Introduction
Synesthesia and consistency testing
Within synesthesia research, consistency tests are often used. Basically, a participant is presented a set of stimuli (inducers; e. g. letters, digits, months) and has to respond by indicating what color (concurrent), if any, they associate with the grapheme. Each stimulus is repeated a certain number of times, usually three times, throughout the test. If the participant is unusually consistent in the colors they respond with, e. g. choosing a red color every time an ‘A’ is shown and always choosing a green color for ‘H’, this indicates that the participant might have synesthetic grapheme-color associations. There might of course be other reasons for consistent response patterns, such as if the participant employed mnemonic strategies, for which reason consistency testing is often combined with other measures for synesthesia classification. Still, consistency testing is widely considered to be an important tool for synesthesia research.

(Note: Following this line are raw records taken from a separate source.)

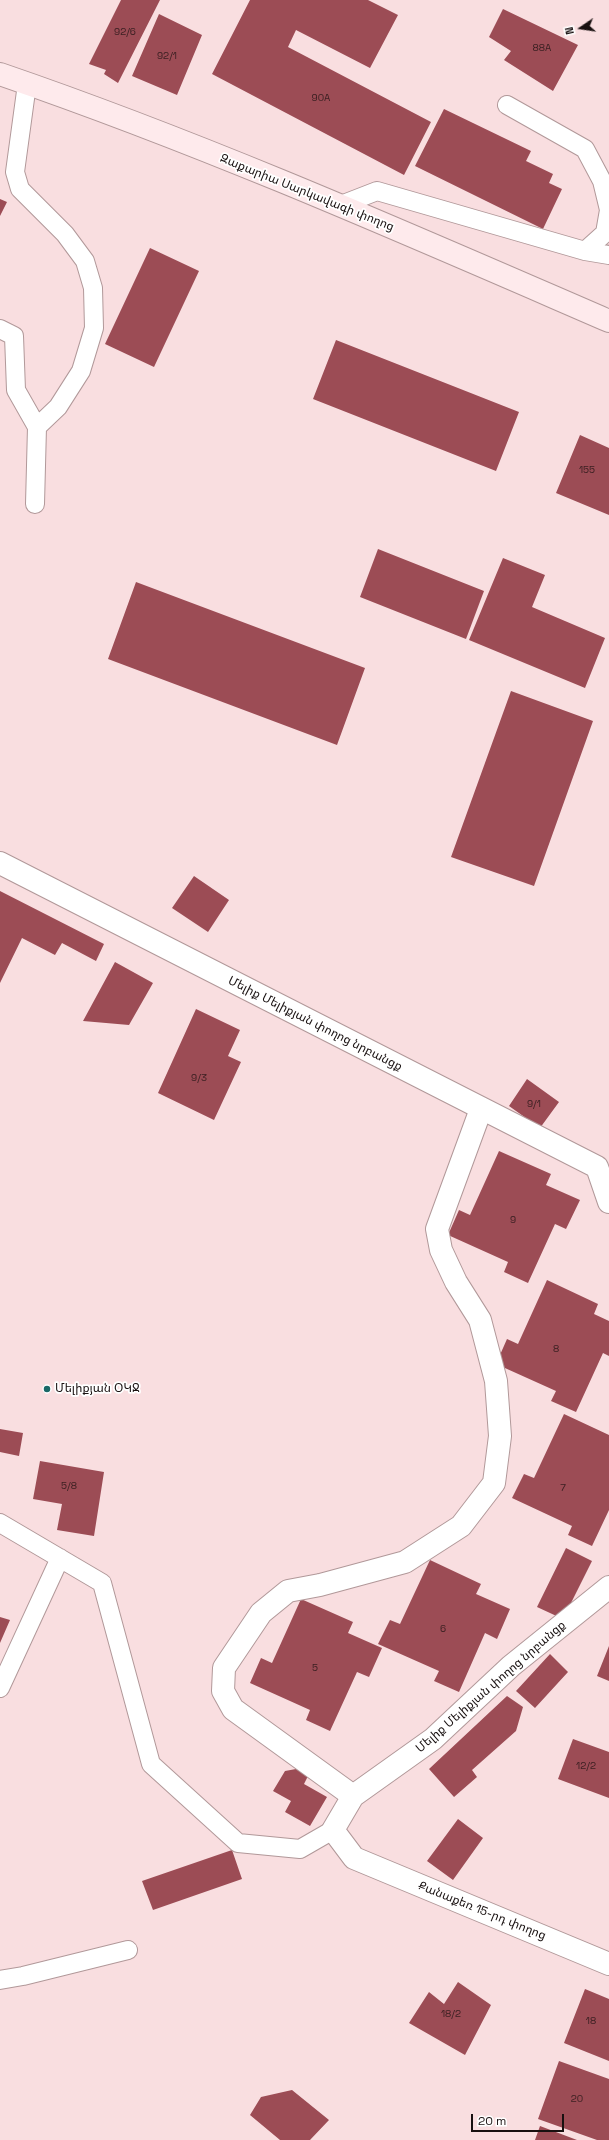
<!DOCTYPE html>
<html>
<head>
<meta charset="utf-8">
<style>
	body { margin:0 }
	#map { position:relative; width:609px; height:2140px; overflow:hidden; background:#f9dee0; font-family:"Space Grotesk",sans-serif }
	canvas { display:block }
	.north { position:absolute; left:561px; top:8px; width:40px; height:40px; -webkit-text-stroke:3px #fff; paint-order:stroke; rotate:257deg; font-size:11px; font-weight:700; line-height:16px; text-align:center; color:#181010 }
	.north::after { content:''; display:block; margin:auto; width:14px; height:18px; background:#181010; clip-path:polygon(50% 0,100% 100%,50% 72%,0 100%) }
	.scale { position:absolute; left:471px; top:2114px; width:93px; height:18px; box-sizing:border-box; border:2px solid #181010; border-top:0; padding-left:5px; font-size:12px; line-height:14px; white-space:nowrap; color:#181010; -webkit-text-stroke:3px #fff; paint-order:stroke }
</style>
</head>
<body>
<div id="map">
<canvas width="609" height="2140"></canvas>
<div class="north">N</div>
<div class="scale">20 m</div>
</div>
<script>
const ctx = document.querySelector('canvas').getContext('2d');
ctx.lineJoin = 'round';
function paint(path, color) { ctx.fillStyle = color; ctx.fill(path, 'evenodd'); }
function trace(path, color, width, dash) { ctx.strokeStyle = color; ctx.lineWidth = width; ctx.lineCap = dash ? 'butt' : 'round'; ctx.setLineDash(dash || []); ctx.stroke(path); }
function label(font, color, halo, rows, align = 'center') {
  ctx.font = font + ' "Space Grotesk","Noto Sans Armenian",sans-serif'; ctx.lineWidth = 3.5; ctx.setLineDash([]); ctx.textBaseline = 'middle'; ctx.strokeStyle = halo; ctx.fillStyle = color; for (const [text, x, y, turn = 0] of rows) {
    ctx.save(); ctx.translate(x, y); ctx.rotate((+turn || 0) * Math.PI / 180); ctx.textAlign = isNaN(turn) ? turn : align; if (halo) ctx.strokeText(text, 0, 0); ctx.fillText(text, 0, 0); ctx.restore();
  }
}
const building = new Path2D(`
	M121,0H160L118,83L104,74L106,70L89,64Z
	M250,0H368L398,15L370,68L296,30L288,47L431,122L404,175L212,74Z
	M503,9L578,45L553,91L504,60L511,51L489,37Z
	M159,14L202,35L177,95L132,76Z
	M444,109L531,151L526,161L553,174L549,183L562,189L543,229L415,166Z
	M0,199L7,202L0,216Z
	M150,248L199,271L154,367L105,344Z
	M336,340L519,412L496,471L313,399Z
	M580,435L609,448V515L556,493Z
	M378,549L484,591L466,639L360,597Z
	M503,558L545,575L532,607L605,638L585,688L469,640Z
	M136,582L365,668L337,745L108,659Z
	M511,691L593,721L534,886L451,857Z
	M194,876L229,900L208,932L172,908Z
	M0,891L104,944L96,961L62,943L55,955L22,938L0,983Z
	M115,962L153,983L129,1025L83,1021Z
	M196,1009L240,1030L228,1056L241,1062L214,1120L158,1093Z
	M527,1079L559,1102L540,1128L509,1106Z
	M499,1151L551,1174L546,1185L580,1200L566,1229L555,1224L528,1283L504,1272L508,1262L448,1235L459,1210L470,1215Z
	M547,1280L598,1304L594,1314L609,1321V1356L603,1353L576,1412L551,1401L556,1391L496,1364L507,1339L518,1344Z
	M564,1414L609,1435V1510L592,1546L568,1535L572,1526L512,1498L524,1474L534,1478Z
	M0,1429L23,1433L19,1456L0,1452Z
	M40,1461L104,1472L94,1536L57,1530L62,1504L33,1499Z
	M566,1548L592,1561L563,1619L537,1607Z
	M430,1560L481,1584L476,1594L510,1609L497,1639L485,1633L459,1692L434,1681L439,1671L378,1644L390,1620L400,1624Z
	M301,1599L353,1622L348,1633L382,1648L369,1677L357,1672L330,1731L306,1720L310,1710L250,1683L261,1658L272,1663Z
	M0,1617L10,1620L0,1643Z
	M609,1646V1681L597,1676Z
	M550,1654L568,1672L535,1708L516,1691Z
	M507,1696L523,1707L516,1731L472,1770L477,1777L454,1797L429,1769Z
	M573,1739L609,1752V1798L558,1779Z
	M296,1769L308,1776L304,1784L327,1797L310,1826L285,1812L291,1801L273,1791L285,1771Z
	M458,1819L483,1838L453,1880L427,1861Z
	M232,1850L242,1879L153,1910L142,1881Z
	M458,1982L491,2005L465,2055L409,2023L429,1992L444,2004Z
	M585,1989L609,1999V2061L564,2043Z
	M559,2061L609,2079V2140H597L538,2119Z
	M292,2090L329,2120L310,2140H280L250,2115L261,2097Z
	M540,2126L577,2140H535Z`);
const service = new Path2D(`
	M27,84L15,172L20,189L65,234L85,261L93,288L94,328L81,371L58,407L37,427
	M507,105L585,149L602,181L609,210L605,233L585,251
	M341,205L377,191L585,251L609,255
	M0,329L14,336L16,390L37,427L35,504
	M0,1523L102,1583L151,1764L238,1843L300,1849L333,1830
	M0,1688L60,1558
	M0,1980L23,1976L128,1950`);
const minor = new Path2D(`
	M0,863L597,1167L609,1202
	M609,1587L511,1666L433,1739L353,1796L333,1830L354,1858L609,1964
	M353,1796L233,1709L223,1691L224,1668L261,1613L288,1591L320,1585L405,1562L461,1526L494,1483L500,1436L496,1381L480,1320L456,1282L441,1250L437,1229L481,1109`);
const secondary = new Path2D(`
	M0,74C207,145 408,234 609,321`);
const markers = [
	[47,1389,4,"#1a6867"]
];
const numberNames = [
	["92/6",125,32],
	["88A",542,48],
	["92/1",167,56],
	["90A",321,98],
	["155",587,470],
	["9/3",199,1078],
	["9/1",534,1104],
	["9",513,1220],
	["8",556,1349],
	["5/8",69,1486],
	["7",563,1488],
	["6",443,1629],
	["5",315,1668],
	["12/2",586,1766],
	["18/2",451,2014],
	["18",591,2021],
	["20",577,2099]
];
const streetNames = [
	["Զաքարիա Սարկավագի փողոց",307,193,22],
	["Մելիք Մելիքյան փողոց նրբանցք",315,1024,27],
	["Մելիք Մելիքյան փողոց նրբանցք",491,1687,-41],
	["Քանաքեռ 15-րդ փողոց",482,1911,22]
];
const poiNames = [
	["Մելիքյան ՕԿՋ",55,1389]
];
paint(building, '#9c4c55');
trace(service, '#b19899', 20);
trace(minor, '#b19899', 24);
trace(secondary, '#b19899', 24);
trace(service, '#fff', 18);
trace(minor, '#fff', 22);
trace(secondary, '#feeaec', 22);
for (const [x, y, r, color] of markers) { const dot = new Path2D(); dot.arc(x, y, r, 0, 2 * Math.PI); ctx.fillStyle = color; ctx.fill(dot); trace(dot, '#fff', 1.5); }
label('10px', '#391f21', null, numberNames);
label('12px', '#181010', '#fff', streetNames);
label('12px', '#181010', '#fff', poiNames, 'left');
</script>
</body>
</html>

An archetypal form of synesthesia, often investigated with consistency tests, is grapheme-color synesthesia, where grapheme refers to a single written symbol such as a digit or a letter. Note that in order to make the documentation less abstract, synr’s documentation and code consistently uses ‘grapheme’ to refer to consistency test stimuli in general. Examples of this can be seen below. Note, however, that synr can be also be used with data from consistency tests involving non-grapheme stimuli (an example of this can be found in another synr vignette available online).
In consistency testing, participants’ levels of consistency are estimated by using a score based on response colors’ color space distances. This has been called by different names, such as ‘color variation score’. Within the synr package, the term ‘consistency score’ is used to refer to this score.
synr’s purpose
The aim of this package is to facilitate analysis of consistency test data by providing functionality for rolling all the consistency test data up into one specialized R object. This object, with its linked methods (functions), constitutes an effective interface for:
- Quick access/lookup of individual participants’ data.
- Calculation of consistency scores.
- Since different researchers have used different color spaces to calculate consistency scores, methods include options for specifying some (but not all) different color spaces.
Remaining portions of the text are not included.